Blackberry Messenger, Google Maps, YouTube and other less conventional information hubs were put under scrutiny on the 21 January at the Frontline Club. Richard Pendry, a journalist and lecturer at the University of Kent, chaired the fully booked discussion titled: The Changing Face of News Gathering.

Well-versed in the art of unconventional news gathering and distribution, were a panel of speakers including; Eliot Higgins author of the Brown Moses BlogMalachy Browne, news editor of Storyful; and Trushar Barot assistant editor at the social media and User Generated Content (UGT) at BBC News. The fourth panellist, whose true identity remained hidden, was the charity Videre’s head of operations who was referred to as Greg.

The categorisation of news gathering as traditional or non-traditional was flagged as problematic from the start. When asked if he considered himself a non-traditional reporter, Browne said:

“The source of information that we receive a few years ago would have been considered non-traditional, its primarily social media content that we work with… Its the application of traditional news values and journalism values to a new form of information.”

Browne continued,

“Storyful was founded on the idea that you can draw news from the noise… We filter the social web in a way so that we are able to monitor it very effectively.”

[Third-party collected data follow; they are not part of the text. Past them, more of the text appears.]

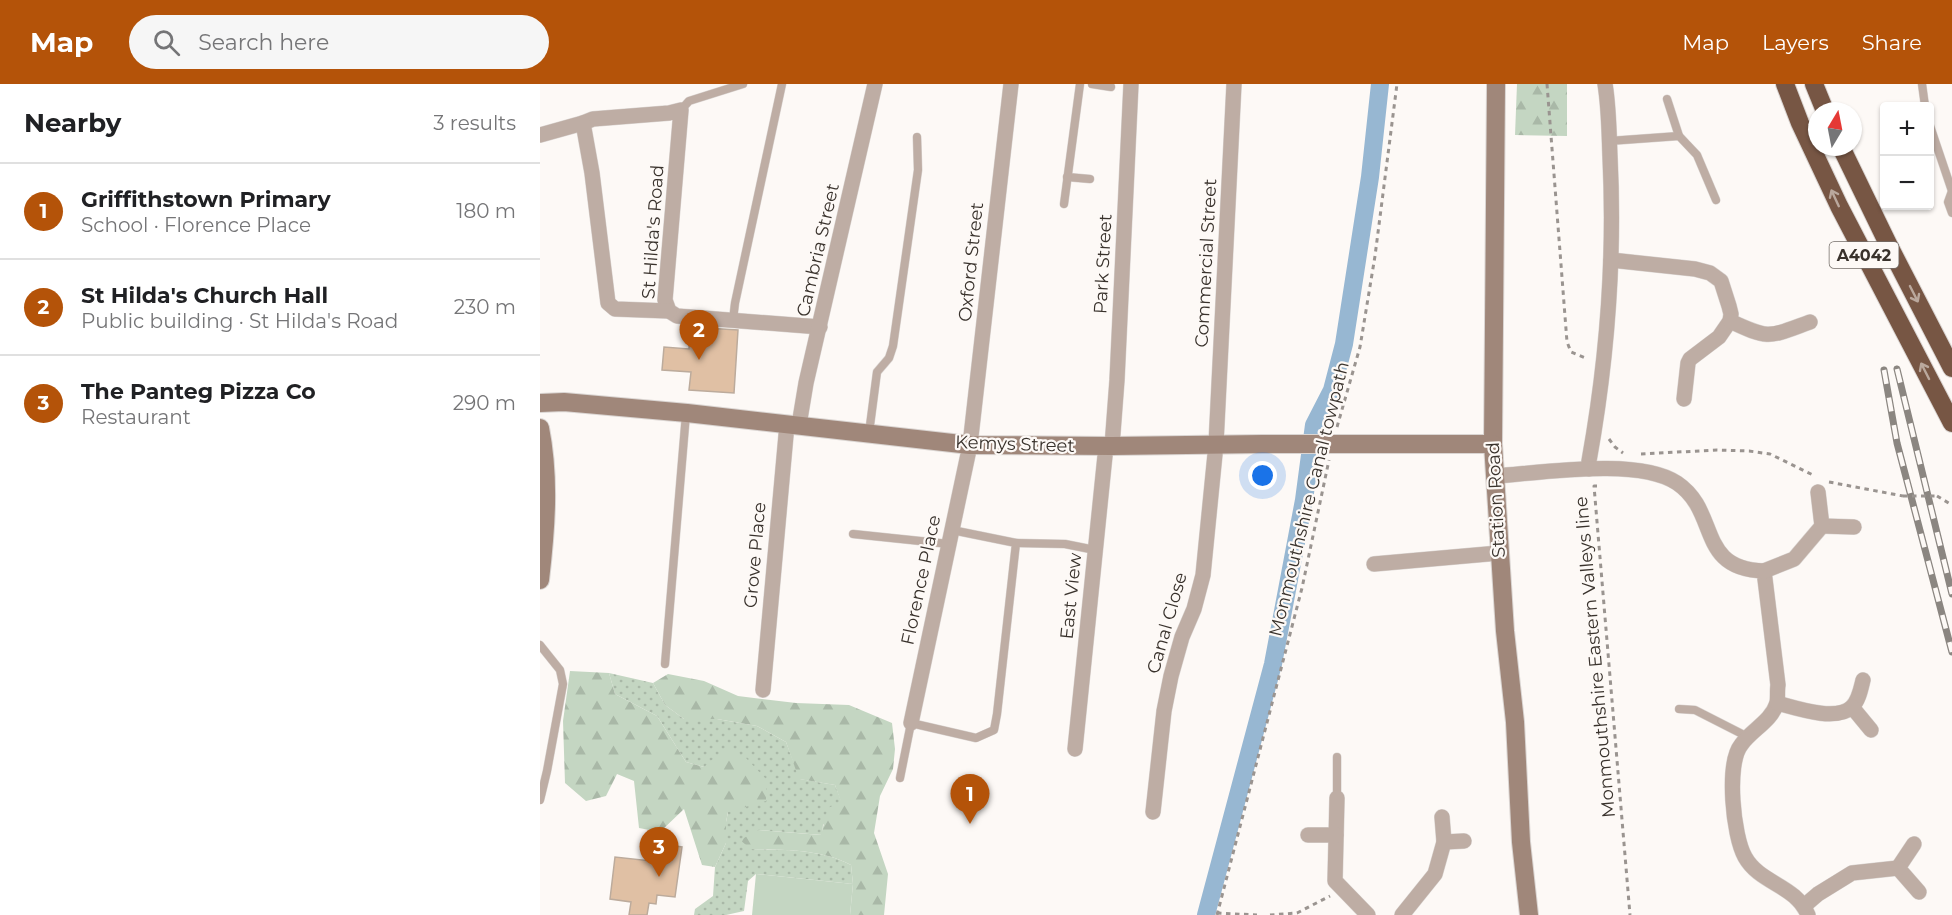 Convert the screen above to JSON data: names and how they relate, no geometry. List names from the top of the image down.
{
  "streets": {
    "highway": ["A4042"],
    "street": [
      "St Hilda's Road",
      "Cambria Street",
      "Oxford Street",
      "Commercial Street",
      "Park Street",
      "Kemys Street",
      "Station Road",
      "Grove Place",
      "Florence Place",
      "East View",
      "Canal Close"
    ],
    "path": ["Monmouthshire Canal towpath", "Monmouthshire Eastern Valleys line"]
  },
  "crossings": [
    ["St Hilda's Road", "Cambria Street"],
    ["Cambria Street", "Kemys Street"],
    ["Cambria Street", "Grove Place"],
    ["Oxford Street", "Kemys Street"],
    ["Oxford Street", "Florence Place"],
    ["Commercial Street", "Kemys Street"],
    ["Commercial Street", "Canal Close"],
    ["Park Street", "Kemys Street"],
    ["Park Street", "East View"],
    ["Kemys Street", "Monmouthshire Canal towpath"],
    ["Kemys Street", "Station Road"],
    ["Kemys Street", "Grove Place"],
    ["Kemys Street", "Florence Place"],
    ["Kemys Street", "East View"],
    ["Kemys Street", "Canal Close"]
  ],
  "north": "top",
  "page": {
    "header": "Map",
    "search": "Search here",
    "nav": ["Map", "Layers", "Share"],
    "heading": ["Nearby", "3 results"],
    "map_buttons": ["+", "−"],
    "list": [
      {
        "mark": "1",
        "name": "Griffithstown Primary",
        "note": "School · Florence Place",
        "value": "180 m"
      },
      {
        "mark": "2",
        "name": "St Hilda's Church Hall",
        "note": "Public building · St Hilda's Road",
        "value": "230 m"
      },
      {
        "mark": "3",
        "name": "The Panteg Pizza Co",
        "note": "Restaurant",
        "value": "290 m"
      }
    ],
    "pins": ["2", "1", "3"]
  }
}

It was made clear that individuals are becoming citizen journalists by generating valuable content and presenting it to the public. Higgins is a good example of this, he became a well known journalist by gathering information on the weapons being used in Syria. Through online channels he effectively accessed and deciphered information which confirmed an arms smuggling route from Croatia through Jordan to the opposition fighters.

Barot gave us some perspective from within the BBC on the advancements of social media:

“Its changed a lot. Four years ago just finding a reporter who would take Twitter seriously as a journalistic tool was not easy… Now we have hundreds of reporters on Twitter.”

He went on to mark the 2011 UK riots as a point when Twitter really came into its own in conveying news as it happened. Barot said:

“As well as being a source of pictures, videos and eye-witness accounts we were feeding in real-time intelligence in terms of our news desks.”

Unlike some of the others’ approach, Greg’s organisation Videre, whose motto is “Seeing is Believing”, goes back to first-hand evidence collecting for various media and human rights organisations. Run like a secret intelligence core, Videre’s reporter’s identities’, as well as the information they collect, remain untraceable and their carefully gathered  information is given away for free. Pendry outlined a potential concern:

“How does anyone know if any of this stuff is true? There is no transparency at all so it completely depends on everyone trusting you and the people that work with you.”

When asked why Videre does what it does, Greg answered simply, “To try to do good.”

It was made clear that the credibility of information and how to verify it is an issue which plagues new media sources. Higgins demonstrated how he pieced together information from anonymous Libyan footage to effectively map events. The already media savvy audience were eager to hear more tips on geo-location technology which Browne went on to outline.  He emphasises the importance of investigating three questions; the source, date and location.

Browne went on to provide an example as to how his team of experts confirmed recent footage coming out of Dariya, Syria as well as how they traced the author of a video posted during the Boston Marathon bombing.

With the boundaries of investigative journalism being pushed in this way, the question of privacy became essential. Barot highlighted:

“Something these social media companies are pushing towards is that actually there is nothing wrong in being open and that privacy is a bit of an illusion.”

Evidently in Videre’s case privacy must be upheld at all costs and Greg summarised the high-tech low-tech balance well, he said:

“To understand when to use the the technology which enables you and when using it puts you and other people in danger.”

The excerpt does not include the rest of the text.